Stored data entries

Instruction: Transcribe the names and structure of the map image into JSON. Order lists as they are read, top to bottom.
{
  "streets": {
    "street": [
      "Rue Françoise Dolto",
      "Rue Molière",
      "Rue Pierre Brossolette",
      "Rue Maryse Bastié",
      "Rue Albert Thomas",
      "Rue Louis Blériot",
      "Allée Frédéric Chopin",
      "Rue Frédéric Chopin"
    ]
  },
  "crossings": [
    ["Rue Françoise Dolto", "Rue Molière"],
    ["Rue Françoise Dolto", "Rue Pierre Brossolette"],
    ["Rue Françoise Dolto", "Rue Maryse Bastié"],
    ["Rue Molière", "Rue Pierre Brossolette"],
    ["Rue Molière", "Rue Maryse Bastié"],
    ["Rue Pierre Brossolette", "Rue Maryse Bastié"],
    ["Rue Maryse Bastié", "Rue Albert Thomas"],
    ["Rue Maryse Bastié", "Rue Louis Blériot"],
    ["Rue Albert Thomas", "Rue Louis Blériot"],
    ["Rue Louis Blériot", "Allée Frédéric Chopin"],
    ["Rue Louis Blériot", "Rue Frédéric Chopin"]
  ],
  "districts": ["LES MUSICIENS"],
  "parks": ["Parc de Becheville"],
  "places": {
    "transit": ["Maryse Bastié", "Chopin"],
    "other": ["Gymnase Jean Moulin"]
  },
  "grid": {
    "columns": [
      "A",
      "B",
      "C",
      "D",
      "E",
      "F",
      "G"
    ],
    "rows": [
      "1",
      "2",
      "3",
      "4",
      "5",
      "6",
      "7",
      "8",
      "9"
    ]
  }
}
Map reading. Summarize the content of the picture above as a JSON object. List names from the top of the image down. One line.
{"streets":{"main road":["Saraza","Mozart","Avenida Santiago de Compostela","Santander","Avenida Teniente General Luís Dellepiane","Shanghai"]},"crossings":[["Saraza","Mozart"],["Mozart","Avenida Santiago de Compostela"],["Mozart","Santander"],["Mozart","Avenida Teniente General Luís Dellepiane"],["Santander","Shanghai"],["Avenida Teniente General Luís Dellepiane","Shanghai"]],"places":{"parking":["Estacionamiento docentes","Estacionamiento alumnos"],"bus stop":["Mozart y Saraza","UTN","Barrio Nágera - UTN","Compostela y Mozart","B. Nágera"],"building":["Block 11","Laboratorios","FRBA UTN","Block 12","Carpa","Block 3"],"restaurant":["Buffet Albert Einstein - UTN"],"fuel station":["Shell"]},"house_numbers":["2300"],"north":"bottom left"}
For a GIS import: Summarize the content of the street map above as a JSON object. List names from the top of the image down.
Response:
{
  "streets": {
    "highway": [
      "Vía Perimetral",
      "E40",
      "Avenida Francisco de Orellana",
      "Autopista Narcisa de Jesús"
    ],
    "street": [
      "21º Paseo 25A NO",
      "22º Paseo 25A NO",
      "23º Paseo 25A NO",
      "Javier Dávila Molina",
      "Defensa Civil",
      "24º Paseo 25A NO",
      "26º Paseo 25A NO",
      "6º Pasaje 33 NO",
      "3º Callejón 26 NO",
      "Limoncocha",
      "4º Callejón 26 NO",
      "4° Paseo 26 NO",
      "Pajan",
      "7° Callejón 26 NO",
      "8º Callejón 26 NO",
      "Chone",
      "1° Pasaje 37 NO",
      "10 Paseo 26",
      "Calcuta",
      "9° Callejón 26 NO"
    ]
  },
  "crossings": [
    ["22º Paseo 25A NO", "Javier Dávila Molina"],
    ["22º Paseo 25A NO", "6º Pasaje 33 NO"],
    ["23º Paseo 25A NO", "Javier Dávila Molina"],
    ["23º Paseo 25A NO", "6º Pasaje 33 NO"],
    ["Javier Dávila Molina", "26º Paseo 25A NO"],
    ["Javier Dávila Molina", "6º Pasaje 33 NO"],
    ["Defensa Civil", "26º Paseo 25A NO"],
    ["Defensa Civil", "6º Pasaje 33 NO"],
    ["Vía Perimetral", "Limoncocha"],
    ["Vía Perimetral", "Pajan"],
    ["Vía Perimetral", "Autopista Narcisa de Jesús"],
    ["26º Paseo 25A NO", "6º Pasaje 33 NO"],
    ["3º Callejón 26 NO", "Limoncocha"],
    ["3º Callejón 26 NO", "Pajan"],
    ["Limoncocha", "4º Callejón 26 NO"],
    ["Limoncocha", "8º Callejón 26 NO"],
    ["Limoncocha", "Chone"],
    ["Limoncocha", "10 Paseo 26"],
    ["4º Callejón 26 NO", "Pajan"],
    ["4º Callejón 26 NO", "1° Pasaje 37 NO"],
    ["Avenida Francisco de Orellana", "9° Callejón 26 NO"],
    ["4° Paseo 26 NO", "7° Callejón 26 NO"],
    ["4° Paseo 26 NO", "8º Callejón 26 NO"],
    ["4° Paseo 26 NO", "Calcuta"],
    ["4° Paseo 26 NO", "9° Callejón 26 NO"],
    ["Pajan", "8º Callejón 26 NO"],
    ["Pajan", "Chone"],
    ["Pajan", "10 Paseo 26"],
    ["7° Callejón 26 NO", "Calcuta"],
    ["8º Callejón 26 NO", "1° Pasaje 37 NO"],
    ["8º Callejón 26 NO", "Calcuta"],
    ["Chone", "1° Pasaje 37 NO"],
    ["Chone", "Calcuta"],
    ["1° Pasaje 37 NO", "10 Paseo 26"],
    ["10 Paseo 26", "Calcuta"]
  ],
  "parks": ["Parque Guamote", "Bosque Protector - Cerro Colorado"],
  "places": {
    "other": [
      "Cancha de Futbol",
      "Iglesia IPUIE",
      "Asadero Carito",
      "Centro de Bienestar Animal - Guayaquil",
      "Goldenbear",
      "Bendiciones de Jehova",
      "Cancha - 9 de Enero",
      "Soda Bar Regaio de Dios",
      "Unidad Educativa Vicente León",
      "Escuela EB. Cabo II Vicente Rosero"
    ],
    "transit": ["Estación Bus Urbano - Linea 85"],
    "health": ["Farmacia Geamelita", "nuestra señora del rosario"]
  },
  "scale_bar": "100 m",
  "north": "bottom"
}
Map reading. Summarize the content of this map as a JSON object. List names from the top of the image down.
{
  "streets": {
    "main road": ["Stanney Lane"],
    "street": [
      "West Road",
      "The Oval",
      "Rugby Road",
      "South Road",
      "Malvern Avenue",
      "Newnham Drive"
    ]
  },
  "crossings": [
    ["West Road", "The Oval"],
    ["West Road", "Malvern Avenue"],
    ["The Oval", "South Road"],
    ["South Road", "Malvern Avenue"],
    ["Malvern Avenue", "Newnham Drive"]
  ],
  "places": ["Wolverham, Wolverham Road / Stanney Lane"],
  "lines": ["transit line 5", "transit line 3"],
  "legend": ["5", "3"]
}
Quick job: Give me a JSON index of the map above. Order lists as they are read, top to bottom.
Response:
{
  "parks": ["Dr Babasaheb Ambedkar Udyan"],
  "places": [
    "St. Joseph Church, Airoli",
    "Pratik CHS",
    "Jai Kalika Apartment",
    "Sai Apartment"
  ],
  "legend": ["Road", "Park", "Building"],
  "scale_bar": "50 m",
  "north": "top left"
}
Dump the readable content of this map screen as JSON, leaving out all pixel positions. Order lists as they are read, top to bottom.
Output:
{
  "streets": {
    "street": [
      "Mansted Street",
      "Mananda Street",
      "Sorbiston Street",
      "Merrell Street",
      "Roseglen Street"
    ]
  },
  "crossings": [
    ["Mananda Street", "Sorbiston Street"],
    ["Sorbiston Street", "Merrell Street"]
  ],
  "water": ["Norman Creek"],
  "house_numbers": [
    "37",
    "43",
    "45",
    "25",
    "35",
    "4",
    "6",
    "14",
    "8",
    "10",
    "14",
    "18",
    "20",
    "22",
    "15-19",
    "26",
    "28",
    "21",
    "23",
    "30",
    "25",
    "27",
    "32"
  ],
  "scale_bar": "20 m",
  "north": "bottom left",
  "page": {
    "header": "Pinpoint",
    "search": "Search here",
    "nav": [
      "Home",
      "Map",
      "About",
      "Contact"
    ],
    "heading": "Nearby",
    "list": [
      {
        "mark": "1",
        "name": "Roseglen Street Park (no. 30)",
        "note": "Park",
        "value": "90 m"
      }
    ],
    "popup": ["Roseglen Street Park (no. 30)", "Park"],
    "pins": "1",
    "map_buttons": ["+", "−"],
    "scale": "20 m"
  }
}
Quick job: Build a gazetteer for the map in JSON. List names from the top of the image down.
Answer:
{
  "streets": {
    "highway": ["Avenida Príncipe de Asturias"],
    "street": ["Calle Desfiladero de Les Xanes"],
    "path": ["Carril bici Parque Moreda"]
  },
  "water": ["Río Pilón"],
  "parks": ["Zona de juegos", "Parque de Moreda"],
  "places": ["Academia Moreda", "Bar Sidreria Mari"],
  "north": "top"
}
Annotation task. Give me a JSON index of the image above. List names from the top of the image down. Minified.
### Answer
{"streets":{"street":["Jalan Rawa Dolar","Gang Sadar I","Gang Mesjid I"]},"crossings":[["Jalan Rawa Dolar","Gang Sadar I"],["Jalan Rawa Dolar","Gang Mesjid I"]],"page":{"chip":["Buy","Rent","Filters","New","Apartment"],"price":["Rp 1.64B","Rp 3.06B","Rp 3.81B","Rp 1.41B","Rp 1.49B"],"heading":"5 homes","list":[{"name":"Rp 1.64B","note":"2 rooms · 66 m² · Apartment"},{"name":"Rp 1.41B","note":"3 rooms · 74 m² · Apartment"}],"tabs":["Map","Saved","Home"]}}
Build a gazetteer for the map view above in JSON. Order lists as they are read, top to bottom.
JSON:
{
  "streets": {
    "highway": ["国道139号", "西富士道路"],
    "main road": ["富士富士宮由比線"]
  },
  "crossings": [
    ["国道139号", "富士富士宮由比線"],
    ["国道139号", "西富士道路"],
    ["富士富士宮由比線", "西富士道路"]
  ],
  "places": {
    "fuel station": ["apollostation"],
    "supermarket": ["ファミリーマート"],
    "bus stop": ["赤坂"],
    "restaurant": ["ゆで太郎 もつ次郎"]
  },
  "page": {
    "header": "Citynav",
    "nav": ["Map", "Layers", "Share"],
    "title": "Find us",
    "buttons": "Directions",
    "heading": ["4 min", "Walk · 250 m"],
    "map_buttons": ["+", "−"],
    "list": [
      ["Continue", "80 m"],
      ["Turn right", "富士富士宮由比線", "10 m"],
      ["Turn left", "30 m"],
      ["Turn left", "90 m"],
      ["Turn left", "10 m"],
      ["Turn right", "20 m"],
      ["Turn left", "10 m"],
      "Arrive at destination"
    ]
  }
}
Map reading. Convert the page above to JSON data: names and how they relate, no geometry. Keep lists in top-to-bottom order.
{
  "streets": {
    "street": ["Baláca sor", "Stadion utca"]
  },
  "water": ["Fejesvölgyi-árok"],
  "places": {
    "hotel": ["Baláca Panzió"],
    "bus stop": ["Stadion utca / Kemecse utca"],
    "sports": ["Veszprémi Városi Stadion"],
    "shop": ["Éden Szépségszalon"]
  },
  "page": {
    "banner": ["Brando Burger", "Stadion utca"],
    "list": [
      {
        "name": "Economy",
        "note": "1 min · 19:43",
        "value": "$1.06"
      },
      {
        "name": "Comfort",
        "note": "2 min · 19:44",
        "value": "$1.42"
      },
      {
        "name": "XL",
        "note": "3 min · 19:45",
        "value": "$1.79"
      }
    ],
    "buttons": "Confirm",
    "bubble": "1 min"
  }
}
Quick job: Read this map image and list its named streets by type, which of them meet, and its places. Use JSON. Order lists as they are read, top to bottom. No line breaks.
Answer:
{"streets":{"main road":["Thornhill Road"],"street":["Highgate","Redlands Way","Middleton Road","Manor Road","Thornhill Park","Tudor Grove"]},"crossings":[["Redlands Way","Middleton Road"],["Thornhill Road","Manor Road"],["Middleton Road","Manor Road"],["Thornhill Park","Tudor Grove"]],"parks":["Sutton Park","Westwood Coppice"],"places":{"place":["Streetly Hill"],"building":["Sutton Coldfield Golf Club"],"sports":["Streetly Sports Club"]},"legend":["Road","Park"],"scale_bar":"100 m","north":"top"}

» Directions for this task: In the entries above, the lines between the one holding "Quick job: Build" and the one holding "Annotation task. Give", inclusive, are to be printed exactly as written, and those alone.

» Problem solution:
Quick job: Build a gazetteer for the map in JSON. List names from the top of the image down.
Answer:
{
  "streets": {
    "highway": ["Avenida Príncipe de Asturias"],
    "street": ["Calle Desfiladero de Les Xanes"],
    "path": ["Carril bici Parque Moreda"]
  },
  "water": ["Río Pilón"],
  "parks": ["Zona de juegos", "Parque de Moreda"],
  "places": ["Academia Moreda", "Bar Sidreria Mari"],
  "north": "top"
}
Annotation task. Give me a JSON index of the image above. List names from the top of the image down. Minified.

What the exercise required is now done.